Aside that, how would you like me to write any code in C#? Namespace, class and method, this makes an indent of three, which means twelve spaces. I'm now with sixty-eight characters left for the actual code, or actually sixty-four if I need to do anything useful, such as doing something in a using statement or in a foreach loop. An if in a transaction means that I have sixty characters for the actual code.

Then we ask ourselves, why are beginner programmers naming their variables a, b and c, and we blame their teachers or the stupid examples from books, where variables are actually named x, y or n. But shouldn't we blame the 80 characters limit? generalCrossLink is 16 characters long, and this is a rather short identifier. I've seen much longer ones, and I've written much longer ones myself. Sixty characters left for code means that if you're calling an instance method (so this. prefix is mandatory) with just two parameters, you are nearly sure you will hit the right edge of the page.

Not counting the fact that you simply can't enforce such limit on code such as HTML: deeply nested elements will quickly reach the limit, and not nesting them would create additional complexities at CSS level. Visual Studio's ASP.NET editor attempted to enforce such limit. Result: ugly formatting and exceptional cases to handle.
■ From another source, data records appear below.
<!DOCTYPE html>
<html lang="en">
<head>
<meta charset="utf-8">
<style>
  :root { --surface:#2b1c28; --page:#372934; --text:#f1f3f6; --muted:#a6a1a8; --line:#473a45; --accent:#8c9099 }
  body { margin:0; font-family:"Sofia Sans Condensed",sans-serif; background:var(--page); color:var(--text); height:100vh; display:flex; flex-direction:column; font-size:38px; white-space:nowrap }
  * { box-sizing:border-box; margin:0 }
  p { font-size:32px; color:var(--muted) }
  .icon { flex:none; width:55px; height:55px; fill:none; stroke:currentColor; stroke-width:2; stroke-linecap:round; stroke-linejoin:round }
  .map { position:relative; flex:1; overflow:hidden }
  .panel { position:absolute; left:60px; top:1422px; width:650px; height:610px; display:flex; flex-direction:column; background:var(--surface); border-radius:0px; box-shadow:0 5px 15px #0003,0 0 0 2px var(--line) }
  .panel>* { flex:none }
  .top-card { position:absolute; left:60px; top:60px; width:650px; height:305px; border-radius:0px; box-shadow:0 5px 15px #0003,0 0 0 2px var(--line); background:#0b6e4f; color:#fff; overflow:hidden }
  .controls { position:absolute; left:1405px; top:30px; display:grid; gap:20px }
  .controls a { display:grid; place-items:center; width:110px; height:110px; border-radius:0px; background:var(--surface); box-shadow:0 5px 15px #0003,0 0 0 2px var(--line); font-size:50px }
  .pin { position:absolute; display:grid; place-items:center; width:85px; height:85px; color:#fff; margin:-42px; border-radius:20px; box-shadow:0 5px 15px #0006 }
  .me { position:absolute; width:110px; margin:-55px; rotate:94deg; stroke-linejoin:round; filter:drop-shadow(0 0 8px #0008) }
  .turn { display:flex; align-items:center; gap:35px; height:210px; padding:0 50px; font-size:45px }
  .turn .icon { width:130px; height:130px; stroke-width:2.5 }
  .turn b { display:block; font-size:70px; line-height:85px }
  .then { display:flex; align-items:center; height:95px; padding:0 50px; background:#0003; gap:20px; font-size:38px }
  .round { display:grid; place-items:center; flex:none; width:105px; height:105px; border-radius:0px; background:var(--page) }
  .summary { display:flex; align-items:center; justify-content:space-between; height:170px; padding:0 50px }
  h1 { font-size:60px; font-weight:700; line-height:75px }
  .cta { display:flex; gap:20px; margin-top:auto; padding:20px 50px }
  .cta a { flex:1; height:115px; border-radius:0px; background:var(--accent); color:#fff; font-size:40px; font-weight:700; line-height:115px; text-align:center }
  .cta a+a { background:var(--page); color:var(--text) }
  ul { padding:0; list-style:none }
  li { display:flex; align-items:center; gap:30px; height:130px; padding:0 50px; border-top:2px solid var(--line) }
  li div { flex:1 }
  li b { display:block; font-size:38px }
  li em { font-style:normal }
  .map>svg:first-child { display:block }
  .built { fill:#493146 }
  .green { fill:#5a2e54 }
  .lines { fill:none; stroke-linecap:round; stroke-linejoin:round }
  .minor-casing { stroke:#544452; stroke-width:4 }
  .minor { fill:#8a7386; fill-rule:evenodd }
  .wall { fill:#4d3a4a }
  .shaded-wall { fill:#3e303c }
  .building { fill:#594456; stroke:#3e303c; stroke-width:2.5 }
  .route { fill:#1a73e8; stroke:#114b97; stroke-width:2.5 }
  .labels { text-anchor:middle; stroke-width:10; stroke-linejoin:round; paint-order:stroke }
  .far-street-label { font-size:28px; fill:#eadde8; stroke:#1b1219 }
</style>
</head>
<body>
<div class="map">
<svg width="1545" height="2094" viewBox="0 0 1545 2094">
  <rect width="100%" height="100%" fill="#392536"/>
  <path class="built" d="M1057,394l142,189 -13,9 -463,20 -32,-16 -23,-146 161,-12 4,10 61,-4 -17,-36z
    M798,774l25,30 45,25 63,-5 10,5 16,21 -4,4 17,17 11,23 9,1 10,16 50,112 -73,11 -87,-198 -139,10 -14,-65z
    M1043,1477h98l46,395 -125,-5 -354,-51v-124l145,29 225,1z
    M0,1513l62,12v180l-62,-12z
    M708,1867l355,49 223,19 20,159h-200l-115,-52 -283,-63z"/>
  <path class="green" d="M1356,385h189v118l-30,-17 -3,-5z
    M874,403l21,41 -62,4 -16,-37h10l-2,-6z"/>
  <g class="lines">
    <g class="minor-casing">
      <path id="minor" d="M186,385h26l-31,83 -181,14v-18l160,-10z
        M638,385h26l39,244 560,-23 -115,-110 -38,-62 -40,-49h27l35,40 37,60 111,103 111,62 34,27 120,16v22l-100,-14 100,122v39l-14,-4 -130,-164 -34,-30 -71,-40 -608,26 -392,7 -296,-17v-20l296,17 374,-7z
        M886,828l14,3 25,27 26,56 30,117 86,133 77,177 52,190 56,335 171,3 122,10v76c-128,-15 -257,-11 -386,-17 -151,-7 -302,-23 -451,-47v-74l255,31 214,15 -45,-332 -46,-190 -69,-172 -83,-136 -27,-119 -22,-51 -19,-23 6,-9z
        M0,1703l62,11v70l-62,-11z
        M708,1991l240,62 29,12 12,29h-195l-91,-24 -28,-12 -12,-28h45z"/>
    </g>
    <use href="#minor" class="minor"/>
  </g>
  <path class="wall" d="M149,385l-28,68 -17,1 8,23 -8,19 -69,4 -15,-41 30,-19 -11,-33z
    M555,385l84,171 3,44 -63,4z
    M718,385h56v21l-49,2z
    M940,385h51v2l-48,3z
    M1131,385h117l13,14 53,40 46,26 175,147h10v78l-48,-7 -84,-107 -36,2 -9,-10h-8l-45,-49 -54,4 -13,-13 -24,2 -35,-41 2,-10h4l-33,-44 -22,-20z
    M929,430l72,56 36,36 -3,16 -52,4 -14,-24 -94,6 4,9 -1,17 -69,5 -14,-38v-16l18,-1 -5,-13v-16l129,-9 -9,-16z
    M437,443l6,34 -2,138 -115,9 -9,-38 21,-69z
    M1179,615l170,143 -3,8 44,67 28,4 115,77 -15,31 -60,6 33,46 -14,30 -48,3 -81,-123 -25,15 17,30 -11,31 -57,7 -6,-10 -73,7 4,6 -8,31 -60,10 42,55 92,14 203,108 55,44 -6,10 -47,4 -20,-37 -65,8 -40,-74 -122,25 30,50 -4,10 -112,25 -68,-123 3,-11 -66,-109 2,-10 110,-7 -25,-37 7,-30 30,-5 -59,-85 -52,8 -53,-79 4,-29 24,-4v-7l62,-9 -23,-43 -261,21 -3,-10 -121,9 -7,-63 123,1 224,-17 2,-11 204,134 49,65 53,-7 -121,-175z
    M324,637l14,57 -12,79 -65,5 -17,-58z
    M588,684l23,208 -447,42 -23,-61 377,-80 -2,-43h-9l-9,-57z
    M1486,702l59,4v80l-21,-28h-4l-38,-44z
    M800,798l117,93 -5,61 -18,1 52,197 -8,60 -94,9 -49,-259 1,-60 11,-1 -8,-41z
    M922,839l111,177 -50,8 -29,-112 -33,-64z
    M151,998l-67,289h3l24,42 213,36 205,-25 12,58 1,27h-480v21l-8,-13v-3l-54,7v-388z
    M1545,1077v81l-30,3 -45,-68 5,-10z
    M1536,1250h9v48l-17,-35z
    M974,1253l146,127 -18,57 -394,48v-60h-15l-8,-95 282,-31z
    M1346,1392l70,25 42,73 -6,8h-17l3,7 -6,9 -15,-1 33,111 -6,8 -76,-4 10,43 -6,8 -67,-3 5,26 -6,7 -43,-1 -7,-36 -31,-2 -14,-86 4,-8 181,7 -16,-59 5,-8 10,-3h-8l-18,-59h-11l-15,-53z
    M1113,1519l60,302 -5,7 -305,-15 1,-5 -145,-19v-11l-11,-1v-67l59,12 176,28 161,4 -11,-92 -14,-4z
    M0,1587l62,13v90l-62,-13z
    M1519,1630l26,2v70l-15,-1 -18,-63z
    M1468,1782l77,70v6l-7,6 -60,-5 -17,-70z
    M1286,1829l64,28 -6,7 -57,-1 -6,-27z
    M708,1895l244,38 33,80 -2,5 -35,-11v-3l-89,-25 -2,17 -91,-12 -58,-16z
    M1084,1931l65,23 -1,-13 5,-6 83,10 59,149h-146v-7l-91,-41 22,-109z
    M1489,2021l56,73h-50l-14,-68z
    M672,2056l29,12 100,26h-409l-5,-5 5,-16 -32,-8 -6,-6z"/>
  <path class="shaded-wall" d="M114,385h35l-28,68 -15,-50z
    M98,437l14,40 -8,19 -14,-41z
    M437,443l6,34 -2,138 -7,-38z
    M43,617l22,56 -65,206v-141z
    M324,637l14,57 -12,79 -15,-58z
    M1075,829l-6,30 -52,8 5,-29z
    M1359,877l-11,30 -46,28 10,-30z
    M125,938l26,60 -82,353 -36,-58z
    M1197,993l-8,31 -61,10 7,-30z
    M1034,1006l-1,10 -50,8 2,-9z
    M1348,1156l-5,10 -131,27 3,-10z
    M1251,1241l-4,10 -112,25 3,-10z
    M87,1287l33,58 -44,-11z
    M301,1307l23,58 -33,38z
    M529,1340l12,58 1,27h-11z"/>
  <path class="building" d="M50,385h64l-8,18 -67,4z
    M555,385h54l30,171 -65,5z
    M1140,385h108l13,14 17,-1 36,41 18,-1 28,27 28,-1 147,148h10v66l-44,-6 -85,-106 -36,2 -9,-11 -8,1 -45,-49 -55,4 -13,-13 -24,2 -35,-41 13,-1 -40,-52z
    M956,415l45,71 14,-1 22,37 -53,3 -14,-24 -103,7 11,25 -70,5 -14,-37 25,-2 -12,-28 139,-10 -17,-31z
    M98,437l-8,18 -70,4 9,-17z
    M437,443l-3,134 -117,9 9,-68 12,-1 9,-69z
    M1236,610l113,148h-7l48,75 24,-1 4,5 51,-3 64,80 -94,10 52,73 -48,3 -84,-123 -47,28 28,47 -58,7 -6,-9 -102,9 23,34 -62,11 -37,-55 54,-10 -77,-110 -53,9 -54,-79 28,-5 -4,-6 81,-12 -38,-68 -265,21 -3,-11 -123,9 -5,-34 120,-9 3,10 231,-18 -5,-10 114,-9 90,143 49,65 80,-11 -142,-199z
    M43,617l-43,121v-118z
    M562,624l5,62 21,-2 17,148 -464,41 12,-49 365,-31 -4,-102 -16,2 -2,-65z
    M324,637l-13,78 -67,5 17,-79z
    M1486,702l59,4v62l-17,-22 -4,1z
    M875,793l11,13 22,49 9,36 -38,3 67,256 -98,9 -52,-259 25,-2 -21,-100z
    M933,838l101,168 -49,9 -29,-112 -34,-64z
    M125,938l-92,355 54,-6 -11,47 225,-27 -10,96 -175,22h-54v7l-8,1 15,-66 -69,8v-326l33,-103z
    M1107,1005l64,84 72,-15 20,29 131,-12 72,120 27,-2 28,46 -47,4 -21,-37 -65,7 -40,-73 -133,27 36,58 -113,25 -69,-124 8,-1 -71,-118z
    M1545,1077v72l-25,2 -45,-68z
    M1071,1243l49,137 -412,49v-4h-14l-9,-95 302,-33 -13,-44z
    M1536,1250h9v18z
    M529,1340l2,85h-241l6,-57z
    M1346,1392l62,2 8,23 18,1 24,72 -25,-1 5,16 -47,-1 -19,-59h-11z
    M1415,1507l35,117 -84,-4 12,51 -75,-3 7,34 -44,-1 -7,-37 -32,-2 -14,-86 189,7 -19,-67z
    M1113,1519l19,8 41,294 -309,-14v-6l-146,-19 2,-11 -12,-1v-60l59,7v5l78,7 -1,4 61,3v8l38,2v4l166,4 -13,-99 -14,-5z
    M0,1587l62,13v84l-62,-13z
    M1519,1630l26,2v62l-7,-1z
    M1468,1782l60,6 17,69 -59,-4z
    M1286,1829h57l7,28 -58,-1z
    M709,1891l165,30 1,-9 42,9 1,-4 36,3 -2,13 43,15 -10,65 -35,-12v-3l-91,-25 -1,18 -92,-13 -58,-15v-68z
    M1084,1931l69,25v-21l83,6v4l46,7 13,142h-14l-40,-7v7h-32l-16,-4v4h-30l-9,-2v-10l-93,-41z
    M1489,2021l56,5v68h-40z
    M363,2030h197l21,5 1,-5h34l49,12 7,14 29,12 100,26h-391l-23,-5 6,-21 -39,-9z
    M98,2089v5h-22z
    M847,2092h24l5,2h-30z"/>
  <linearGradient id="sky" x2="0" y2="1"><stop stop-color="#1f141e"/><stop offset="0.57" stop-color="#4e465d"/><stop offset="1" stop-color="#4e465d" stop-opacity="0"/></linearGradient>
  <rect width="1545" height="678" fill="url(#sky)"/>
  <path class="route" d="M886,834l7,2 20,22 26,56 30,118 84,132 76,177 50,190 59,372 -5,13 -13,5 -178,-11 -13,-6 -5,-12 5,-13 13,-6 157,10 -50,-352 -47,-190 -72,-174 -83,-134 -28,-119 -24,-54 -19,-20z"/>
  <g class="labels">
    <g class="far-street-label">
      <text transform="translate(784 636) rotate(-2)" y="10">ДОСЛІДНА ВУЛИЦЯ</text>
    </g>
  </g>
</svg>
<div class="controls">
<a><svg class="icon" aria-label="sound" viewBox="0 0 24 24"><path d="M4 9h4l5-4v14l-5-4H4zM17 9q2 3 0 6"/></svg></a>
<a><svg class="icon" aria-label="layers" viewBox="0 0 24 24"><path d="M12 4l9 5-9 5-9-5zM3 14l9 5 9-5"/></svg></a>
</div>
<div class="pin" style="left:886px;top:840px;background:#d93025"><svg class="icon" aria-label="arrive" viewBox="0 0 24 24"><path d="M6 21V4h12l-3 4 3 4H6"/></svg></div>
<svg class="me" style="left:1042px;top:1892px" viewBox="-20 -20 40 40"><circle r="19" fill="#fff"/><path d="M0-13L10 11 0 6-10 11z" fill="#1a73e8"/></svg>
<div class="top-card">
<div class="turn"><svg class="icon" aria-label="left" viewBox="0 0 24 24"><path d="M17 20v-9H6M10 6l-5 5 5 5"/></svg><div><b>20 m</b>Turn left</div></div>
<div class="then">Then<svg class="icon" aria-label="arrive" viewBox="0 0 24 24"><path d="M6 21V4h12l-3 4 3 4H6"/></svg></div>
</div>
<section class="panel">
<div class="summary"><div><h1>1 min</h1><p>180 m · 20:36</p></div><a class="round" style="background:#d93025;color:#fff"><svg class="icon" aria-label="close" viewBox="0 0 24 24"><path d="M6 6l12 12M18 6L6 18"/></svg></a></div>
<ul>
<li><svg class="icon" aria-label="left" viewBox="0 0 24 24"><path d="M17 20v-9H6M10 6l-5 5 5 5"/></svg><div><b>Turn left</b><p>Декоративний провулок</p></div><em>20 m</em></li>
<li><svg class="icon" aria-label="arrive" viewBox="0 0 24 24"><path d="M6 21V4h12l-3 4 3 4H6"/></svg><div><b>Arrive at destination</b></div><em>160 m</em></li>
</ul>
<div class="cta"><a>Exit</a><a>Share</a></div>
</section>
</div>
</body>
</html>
Today, the same 23 inch screens rarely display a small logo in their left bottom corner. More often, they show dark violet terminals, two and a half per screen. Today, if I write a line longer than 80 characters, the pre-commit hook gently rejects my commit: "this is not PEP-8 compliant"; "this violates jslint rules."

What happened? Simply Ubuntu 14.04 replaced Windows 8.1, vim replaced Visual Studio and Python and Node.js replaced C#.

But it was also an opportunity to discover something new: that the 80 columns limit actually matters.

First, the assertion I made a year ago is based on my narrow view of programming through the prism of C# and Visual Studio. C# tends to offset quickly; as I said, take an ordinary code: a namespace, a class, a method and a logical block, you've eaten 16 columns just for that.

Python or Node.js don't offset with the same speed. In Node.js, one may start by having a function within a callback of another function which is called inside a collection.forEach() within a function, but sooner or later, this code is refactored into well-separated and much less nested functions. In Python, you rarely find yourself nesting too much, because you simply keep things as simple as possible. Namespace-class-method is the default in C#. In Python, the default is a def at the root, unless you really do need classes.

Second, the 80 columns limit has its benefits. I first discovered that when writing Node.js code. Being forced to make lines shorter helped me to find identifiers which were too long and could easily be shortened without decreasing the readability. Actually, the readability only increased. By removing deep nesting, by simplifying complicated logic, I noticed that indeed, the limitation I hated so much a year ago is actually helping me improving my code.

Would I apply the same limit to my C# code? I hardly doubt it: given the pace at which C# code indents, it would be too risky. But it would still be an interesting experience to do in order to know how does it feel to have this limit in C#. I'm also pretty sure that having such limitations can only be beneficial for the beginners who need to learn that deep nesting, long identifiers and complicated logic is something which should be avoided.